> **Problem details**:
Search the entries for lines that contain the word "positions", and report each one found.

> **Records from a data source**:
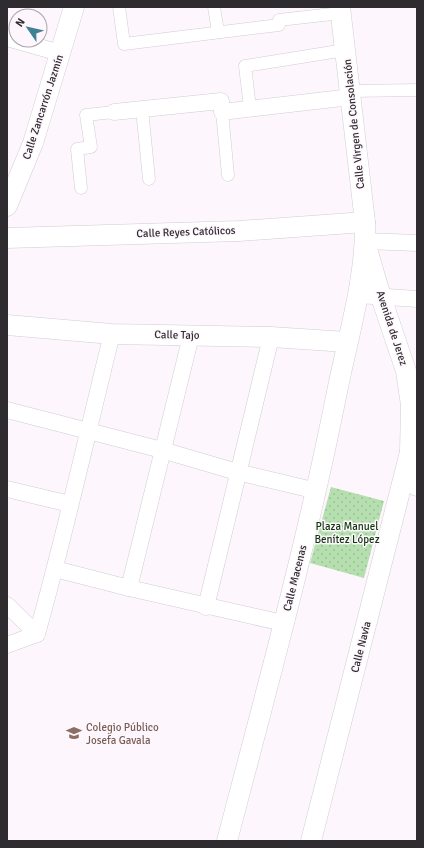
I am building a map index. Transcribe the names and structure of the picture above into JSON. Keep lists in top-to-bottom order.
{
  "streets": {
    "street": [
      "Calle Zancarrón Jazmín",
      "Calle Virgen de Consolación",
      "Calle Reyes Católicos",
      "Avenida de Jerez",
      "Calle Tajo",
      "Calle Macenas",
      "Calle Navia"
    ]
  },
  "crossings": [
    ["Calle Virgen de Consolación", "Calle Reyes Católicos"],
    ["Calle Virgen de Consolación", "Avenida de Jerez"],
    ["Calle Virgen de Consolación", "Calle Macenas"],
    ["Calle Reyes Católicos", "Avenida de Jerez"],
    ["Calle Reyes Católicos", "Calle Macenas"],
    ["Avenida de Jerez", "Calle Macenas"],
    ["Avenida de Jerez", "Calle Navia"],
    ["Calle Tajo", "Calle Macenas"]
  ],
  "parks": ["Plaza Manuel Benítez López"],
  "places": {
    "school or university": ["Colegio Público Josefa Gavala"]
  },
  "north": "top left"
}
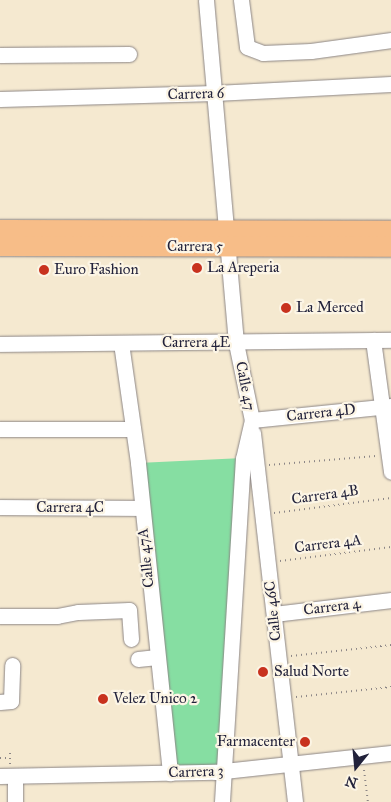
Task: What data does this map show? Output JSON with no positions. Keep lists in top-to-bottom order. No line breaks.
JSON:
{"streets":{"main road":["Carrera 5"],"street":["Carrera 6","Carrera 4E","Calle 47","Carrera 4D","Carrera 4C","Calle 47A","Carrera 4","Calle 46C","Carrera 3"],"path":["Carrera 4B","Carrera 4A"]},"crossings":[["Carrera 6","Calle 47"],["Carrera 5","Calle 47"],["Carrera 4E","Calle 47"],["Carrera 4E","Calle 47A"],["Calle 47","Carrera 4D"],["Calle 47","Calle 46C"],["Calle 47","Carrera 3"],["Carrera 4D","Calle 46C"],["Carrera 4B","Calle 46C"],["Carrera 4C","Calle 47A"],["Carrera 4A","Calle 46C"],["Calle 47A","Carrera 3"],["Carrera 4","Calle 46C"],["Calle 46C","Carrera 3"]],"places":["La Areperia","Euro Fashion","La Merced","Salud Norte","Velez Unico 2","Farmacenter"],"north":"bottom"}
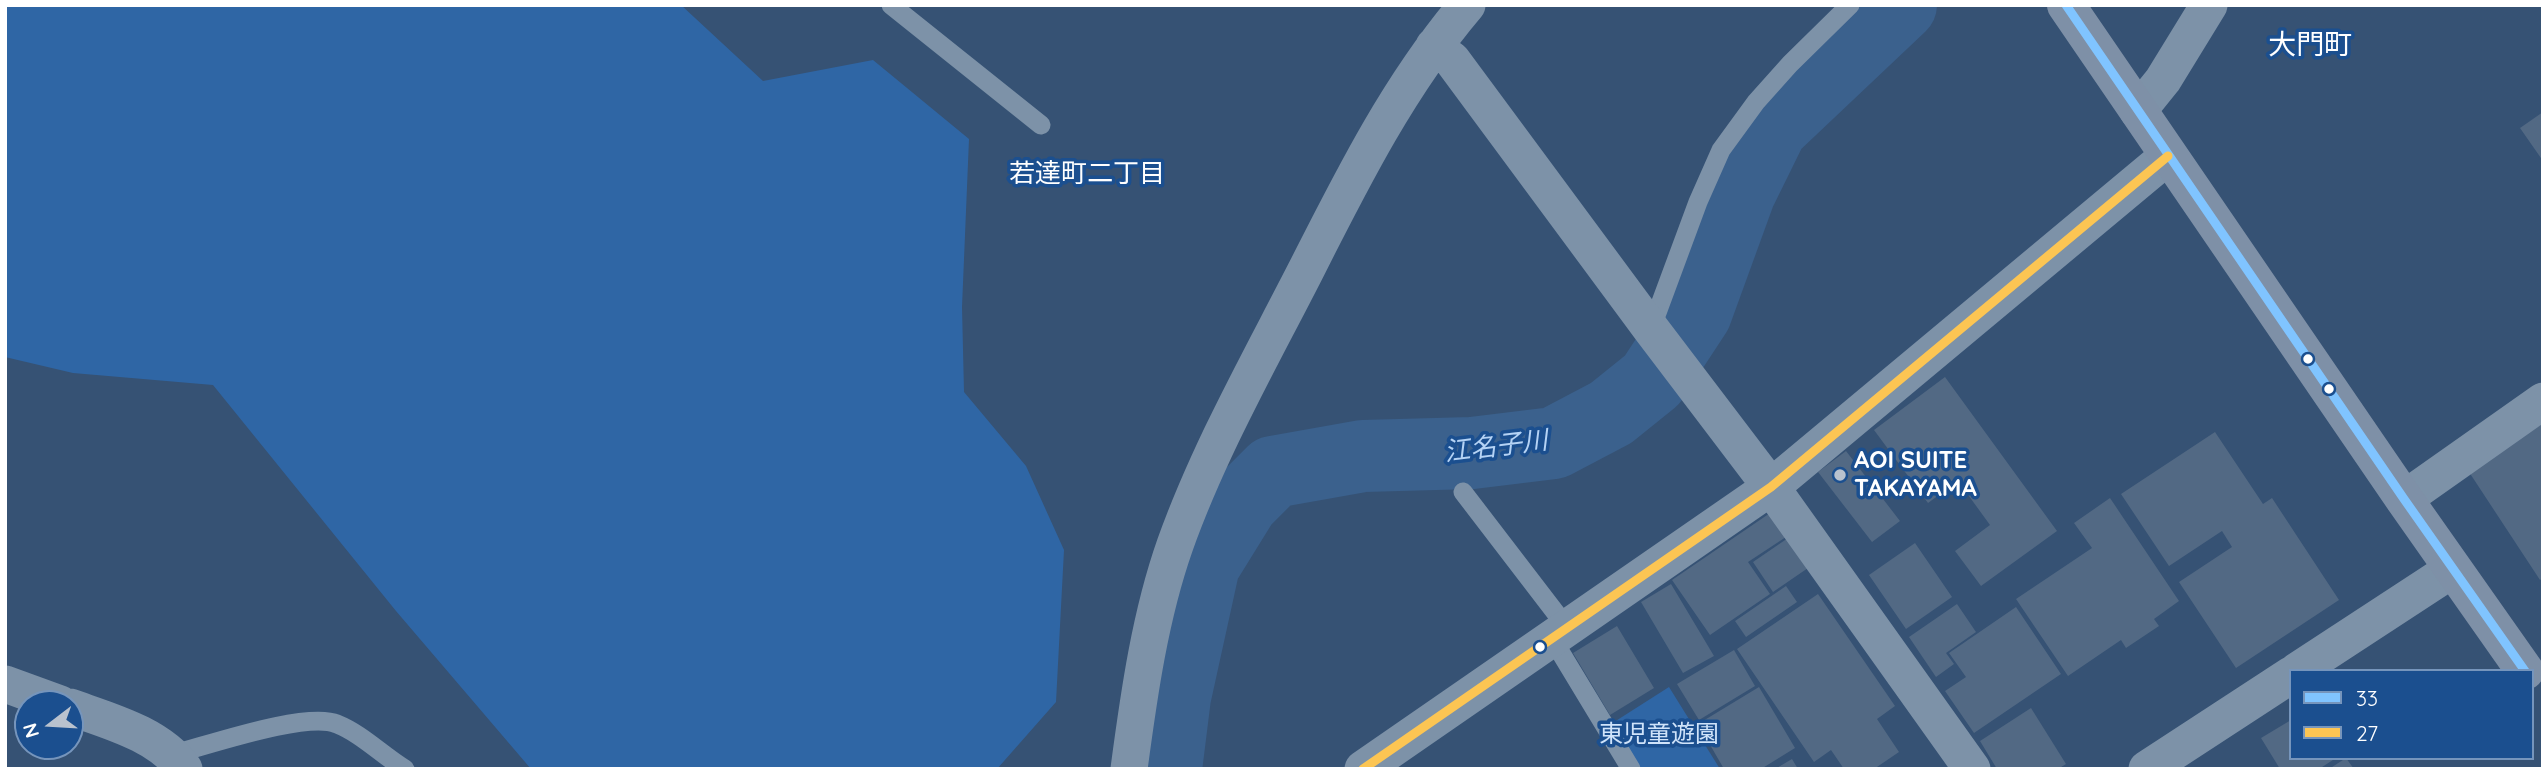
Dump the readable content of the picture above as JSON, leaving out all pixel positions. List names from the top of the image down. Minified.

> **Exercise response**:
Task: What data does this map show? Output JSON with no positions. Keep lists in top-to-bottom order. No line breaks.
Dump the readable content of the picture above as JSON, leaving out all pixel positions. List names from the top of the image down. Minified.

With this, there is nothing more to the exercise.